Aim of the exercise: Stop after the line holding "0 #9c9896) drop-shadow(-1px". Repeat exactly every line before it in the records below, that line too, and leave out the pictures.

Stored data entries:
- Opening Delimiter -
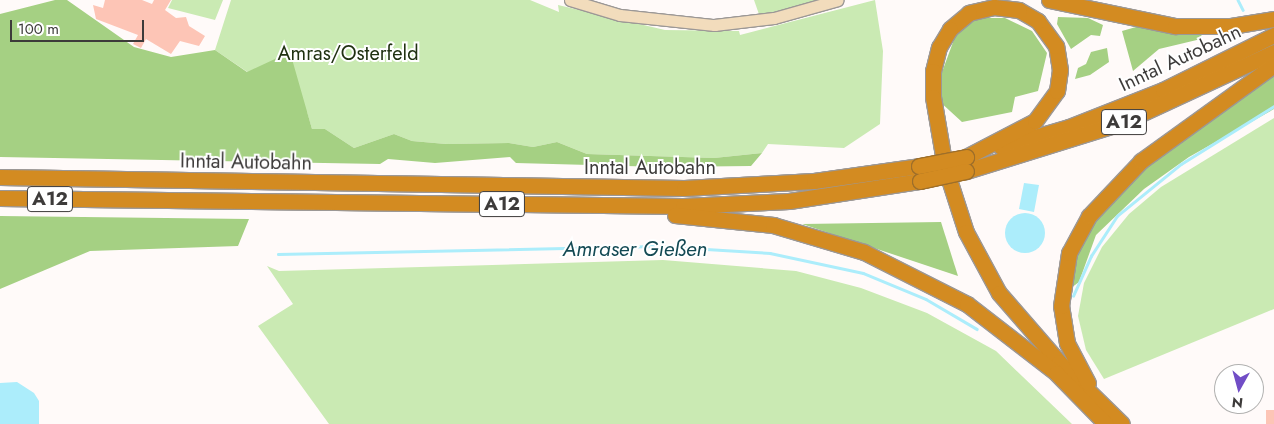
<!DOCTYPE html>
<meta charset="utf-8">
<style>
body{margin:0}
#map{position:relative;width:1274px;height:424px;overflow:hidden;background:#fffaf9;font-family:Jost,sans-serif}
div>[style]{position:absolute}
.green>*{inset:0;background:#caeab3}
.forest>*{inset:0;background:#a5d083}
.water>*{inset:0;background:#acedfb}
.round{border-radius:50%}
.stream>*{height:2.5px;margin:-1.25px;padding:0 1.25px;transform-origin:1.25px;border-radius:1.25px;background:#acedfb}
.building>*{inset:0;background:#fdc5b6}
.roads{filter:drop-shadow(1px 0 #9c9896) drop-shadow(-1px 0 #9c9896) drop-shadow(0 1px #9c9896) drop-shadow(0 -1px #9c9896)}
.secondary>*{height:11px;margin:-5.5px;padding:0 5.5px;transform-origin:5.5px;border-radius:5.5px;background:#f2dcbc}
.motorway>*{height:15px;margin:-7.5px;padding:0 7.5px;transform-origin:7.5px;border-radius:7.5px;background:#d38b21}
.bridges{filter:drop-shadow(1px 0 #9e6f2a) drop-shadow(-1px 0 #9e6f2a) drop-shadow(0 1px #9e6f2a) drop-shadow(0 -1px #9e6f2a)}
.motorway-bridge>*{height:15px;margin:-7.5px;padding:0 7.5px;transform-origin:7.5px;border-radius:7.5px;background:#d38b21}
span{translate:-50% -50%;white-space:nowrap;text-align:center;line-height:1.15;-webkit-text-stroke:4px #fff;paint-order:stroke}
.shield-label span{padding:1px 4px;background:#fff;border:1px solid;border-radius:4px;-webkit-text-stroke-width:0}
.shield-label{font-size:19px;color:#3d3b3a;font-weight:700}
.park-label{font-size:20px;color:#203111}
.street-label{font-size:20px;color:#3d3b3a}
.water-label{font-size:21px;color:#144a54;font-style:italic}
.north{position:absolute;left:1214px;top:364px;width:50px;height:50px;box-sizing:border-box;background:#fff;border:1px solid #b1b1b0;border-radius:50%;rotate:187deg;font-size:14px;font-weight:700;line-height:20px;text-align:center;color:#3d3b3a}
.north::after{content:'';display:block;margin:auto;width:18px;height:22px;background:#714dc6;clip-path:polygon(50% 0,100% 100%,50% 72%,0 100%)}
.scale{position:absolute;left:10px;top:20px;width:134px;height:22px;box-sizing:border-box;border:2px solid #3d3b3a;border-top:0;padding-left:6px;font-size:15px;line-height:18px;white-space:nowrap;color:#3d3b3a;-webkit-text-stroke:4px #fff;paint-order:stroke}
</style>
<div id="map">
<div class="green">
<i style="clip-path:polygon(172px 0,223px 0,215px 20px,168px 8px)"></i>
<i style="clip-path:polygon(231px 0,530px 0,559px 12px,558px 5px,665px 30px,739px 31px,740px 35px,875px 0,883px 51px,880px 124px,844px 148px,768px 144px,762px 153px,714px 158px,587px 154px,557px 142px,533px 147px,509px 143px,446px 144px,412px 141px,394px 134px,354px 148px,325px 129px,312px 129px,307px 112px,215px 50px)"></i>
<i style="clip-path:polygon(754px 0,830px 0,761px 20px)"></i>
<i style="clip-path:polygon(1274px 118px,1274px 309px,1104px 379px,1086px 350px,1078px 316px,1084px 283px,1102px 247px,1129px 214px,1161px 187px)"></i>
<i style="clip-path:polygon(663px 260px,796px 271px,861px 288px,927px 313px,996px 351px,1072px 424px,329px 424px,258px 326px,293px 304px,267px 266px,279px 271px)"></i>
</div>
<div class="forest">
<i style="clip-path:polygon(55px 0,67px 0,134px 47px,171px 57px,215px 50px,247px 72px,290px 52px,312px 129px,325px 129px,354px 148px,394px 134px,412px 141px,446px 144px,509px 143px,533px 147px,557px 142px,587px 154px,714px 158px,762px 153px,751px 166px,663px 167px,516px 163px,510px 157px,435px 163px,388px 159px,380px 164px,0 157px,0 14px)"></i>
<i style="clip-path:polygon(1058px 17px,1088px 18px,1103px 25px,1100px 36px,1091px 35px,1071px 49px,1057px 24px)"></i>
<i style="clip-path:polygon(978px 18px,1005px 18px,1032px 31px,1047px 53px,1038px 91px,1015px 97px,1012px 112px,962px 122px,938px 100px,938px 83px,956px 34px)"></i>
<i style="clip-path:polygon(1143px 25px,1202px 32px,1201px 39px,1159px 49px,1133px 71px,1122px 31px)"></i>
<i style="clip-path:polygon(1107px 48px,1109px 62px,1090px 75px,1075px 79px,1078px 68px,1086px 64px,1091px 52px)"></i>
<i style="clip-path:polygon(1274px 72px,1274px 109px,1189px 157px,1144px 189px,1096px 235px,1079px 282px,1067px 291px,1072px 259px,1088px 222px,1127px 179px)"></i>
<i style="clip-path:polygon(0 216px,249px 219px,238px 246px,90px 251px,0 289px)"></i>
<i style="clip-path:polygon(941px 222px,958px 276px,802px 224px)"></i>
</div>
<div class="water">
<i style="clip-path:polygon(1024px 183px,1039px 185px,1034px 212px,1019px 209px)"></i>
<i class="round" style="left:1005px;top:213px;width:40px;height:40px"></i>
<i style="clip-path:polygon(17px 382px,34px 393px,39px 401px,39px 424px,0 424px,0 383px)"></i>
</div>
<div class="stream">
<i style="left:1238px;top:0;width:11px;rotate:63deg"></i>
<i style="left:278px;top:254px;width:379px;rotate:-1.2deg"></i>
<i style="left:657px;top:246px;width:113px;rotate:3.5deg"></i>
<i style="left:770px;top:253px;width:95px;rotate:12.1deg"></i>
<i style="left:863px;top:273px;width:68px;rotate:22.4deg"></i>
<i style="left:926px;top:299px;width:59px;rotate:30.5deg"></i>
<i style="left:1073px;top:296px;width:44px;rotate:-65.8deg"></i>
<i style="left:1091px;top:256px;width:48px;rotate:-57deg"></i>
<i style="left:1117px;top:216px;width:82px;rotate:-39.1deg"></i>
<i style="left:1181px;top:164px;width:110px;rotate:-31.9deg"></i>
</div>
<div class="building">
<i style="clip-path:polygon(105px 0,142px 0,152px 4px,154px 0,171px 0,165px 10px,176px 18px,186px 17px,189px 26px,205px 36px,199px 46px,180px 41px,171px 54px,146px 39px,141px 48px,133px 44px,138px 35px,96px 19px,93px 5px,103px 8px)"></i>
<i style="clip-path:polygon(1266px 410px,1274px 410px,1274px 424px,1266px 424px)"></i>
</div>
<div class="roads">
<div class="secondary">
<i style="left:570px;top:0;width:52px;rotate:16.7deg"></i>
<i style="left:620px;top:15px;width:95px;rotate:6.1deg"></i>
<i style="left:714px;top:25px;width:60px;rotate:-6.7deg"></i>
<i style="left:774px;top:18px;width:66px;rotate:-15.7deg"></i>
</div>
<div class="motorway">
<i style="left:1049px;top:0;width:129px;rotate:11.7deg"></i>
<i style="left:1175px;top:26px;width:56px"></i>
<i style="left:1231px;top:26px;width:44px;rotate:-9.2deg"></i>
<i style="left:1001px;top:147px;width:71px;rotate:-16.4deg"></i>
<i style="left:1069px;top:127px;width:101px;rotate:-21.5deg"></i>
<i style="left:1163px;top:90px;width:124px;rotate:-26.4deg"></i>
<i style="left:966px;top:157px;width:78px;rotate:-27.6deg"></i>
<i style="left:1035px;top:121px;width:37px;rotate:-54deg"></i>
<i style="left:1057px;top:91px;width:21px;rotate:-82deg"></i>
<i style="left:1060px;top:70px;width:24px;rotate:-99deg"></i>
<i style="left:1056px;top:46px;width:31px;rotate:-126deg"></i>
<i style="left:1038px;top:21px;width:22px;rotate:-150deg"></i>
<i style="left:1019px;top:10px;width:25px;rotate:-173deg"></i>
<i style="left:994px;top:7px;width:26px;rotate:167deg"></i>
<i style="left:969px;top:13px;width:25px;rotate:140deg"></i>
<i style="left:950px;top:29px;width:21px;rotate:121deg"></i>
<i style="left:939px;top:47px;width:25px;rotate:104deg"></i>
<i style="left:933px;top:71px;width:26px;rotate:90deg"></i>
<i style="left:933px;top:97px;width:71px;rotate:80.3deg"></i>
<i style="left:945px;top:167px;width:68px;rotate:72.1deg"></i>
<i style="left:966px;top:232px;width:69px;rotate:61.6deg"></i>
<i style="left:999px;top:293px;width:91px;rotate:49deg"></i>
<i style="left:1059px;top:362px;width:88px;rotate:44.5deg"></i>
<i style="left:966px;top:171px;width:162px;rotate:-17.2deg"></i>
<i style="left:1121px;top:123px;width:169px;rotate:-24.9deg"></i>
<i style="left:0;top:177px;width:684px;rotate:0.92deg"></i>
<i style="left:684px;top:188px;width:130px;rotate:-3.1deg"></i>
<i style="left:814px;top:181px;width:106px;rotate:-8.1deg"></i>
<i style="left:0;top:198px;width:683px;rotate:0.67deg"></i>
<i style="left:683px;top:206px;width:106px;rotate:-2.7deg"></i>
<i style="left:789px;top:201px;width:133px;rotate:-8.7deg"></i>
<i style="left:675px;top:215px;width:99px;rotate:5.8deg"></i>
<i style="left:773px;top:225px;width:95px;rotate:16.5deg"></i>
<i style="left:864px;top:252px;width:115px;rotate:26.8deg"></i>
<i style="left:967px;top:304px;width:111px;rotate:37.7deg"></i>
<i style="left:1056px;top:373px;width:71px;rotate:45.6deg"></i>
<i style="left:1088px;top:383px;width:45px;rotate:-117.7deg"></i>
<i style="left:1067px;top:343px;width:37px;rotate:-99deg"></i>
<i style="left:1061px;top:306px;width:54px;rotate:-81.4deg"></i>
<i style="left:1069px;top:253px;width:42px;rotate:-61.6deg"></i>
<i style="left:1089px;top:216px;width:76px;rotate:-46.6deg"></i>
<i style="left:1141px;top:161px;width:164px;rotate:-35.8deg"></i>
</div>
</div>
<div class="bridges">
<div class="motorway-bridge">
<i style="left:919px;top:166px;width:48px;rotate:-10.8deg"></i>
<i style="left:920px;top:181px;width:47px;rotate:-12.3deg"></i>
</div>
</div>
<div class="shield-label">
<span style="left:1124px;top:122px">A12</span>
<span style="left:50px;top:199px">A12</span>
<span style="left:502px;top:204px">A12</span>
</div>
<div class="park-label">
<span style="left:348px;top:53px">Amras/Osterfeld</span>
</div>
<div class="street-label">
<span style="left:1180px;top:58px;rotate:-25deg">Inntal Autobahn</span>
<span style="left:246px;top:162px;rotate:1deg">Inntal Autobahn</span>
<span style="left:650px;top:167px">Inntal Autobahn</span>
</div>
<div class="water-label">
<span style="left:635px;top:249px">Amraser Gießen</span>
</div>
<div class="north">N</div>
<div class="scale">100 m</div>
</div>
- Closing Delimiter -
Final answer:
<!DOCTYPE html>
<meta charset="utf-8">
<style>
body{margin:0}
#map{position:relative;width:1274px;height:424px;overflow:hidden;background:#fffaf9;font-family:Jost,sans-serif}
div>[style]{position:absolute}
.green>*{inset:0;background:#caeab3}
.forest>*{inset:0;background:#a5d083}
.water>*{inset:0;background:#acedfb}
.round{border-radius:50%}
.stream>*{height:2.5px;margin:-1.25px;padding:0 1.25px;transform-origin:1.25px;border-radius:1.25px;background:#acedfb}
.building>*{inset:0;background:#fdc5b6}
.roads{filter:drop-shadow(1px 0 #9c9896) drop-shadow(-1px 0 #9c9896) drop-shadow(0 1px #9c9896) drop-shadow(0 -1px #9c9896)}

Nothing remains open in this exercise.